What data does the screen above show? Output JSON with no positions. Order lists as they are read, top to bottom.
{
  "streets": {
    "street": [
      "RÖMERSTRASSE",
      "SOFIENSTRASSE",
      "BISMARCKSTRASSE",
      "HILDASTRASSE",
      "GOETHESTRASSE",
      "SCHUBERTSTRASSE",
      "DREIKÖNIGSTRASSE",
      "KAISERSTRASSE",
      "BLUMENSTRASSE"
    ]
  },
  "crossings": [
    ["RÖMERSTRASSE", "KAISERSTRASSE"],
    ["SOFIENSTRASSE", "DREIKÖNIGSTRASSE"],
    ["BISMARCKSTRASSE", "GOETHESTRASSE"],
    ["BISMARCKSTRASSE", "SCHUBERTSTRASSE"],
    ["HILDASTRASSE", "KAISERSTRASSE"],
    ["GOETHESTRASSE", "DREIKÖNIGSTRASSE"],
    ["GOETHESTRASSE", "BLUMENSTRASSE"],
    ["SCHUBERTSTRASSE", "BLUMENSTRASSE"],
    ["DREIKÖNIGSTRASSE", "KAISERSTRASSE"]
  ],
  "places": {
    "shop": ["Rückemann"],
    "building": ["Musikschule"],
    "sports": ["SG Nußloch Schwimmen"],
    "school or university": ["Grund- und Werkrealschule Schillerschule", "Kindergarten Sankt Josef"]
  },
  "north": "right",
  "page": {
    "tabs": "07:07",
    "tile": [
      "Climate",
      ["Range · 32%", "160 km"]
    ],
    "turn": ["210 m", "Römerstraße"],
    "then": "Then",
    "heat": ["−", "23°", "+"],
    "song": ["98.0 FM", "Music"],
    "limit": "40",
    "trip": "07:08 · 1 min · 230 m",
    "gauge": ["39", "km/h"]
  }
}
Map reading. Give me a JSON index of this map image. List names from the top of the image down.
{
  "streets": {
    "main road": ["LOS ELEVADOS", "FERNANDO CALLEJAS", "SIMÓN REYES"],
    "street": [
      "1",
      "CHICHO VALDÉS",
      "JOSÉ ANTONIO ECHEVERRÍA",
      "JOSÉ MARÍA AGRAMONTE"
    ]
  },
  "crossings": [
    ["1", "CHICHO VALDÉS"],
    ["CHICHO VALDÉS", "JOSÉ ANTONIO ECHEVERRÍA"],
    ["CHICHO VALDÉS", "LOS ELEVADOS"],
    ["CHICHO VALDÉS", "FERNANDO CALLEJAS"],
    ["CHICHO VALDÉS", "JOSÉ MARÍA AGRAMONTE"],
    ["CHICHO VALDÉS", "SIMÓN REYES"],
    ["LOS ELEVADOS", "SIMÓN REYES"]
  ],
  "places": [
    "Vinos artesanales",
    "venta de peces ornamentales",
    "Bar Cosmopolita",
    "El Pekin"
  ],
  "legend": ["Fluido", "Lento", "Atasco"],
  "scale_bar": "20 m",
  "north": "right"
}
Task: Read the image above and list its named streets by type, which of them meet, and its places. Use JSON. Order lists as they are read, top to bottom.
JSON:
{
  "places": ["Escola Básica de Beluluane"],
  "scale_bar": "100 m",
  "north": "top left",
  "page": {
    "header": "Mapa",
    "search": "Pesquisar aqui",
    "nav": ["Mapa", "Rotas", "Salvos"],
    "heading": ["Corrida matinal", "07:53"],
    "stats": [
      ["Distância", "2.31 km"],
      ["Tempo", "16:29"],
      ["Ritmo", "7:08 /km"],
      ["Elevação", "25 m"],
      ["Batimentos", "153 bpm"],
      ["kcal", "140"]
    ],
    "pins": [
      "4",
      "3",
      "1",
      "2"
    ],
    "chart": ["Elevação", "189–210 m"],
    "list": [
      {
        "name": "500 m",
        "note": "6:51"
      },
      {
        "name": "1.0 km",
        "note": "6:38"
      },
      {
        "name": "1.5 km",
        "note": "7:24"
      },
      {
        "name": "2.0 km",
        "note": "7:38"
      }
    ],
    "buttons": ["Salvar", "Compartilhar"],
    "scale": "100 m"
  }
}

####################

Work out how many lines of the listing above include "SCHUBERTSTRASSE". Answer with the number and nothing more.

• Task answer: 3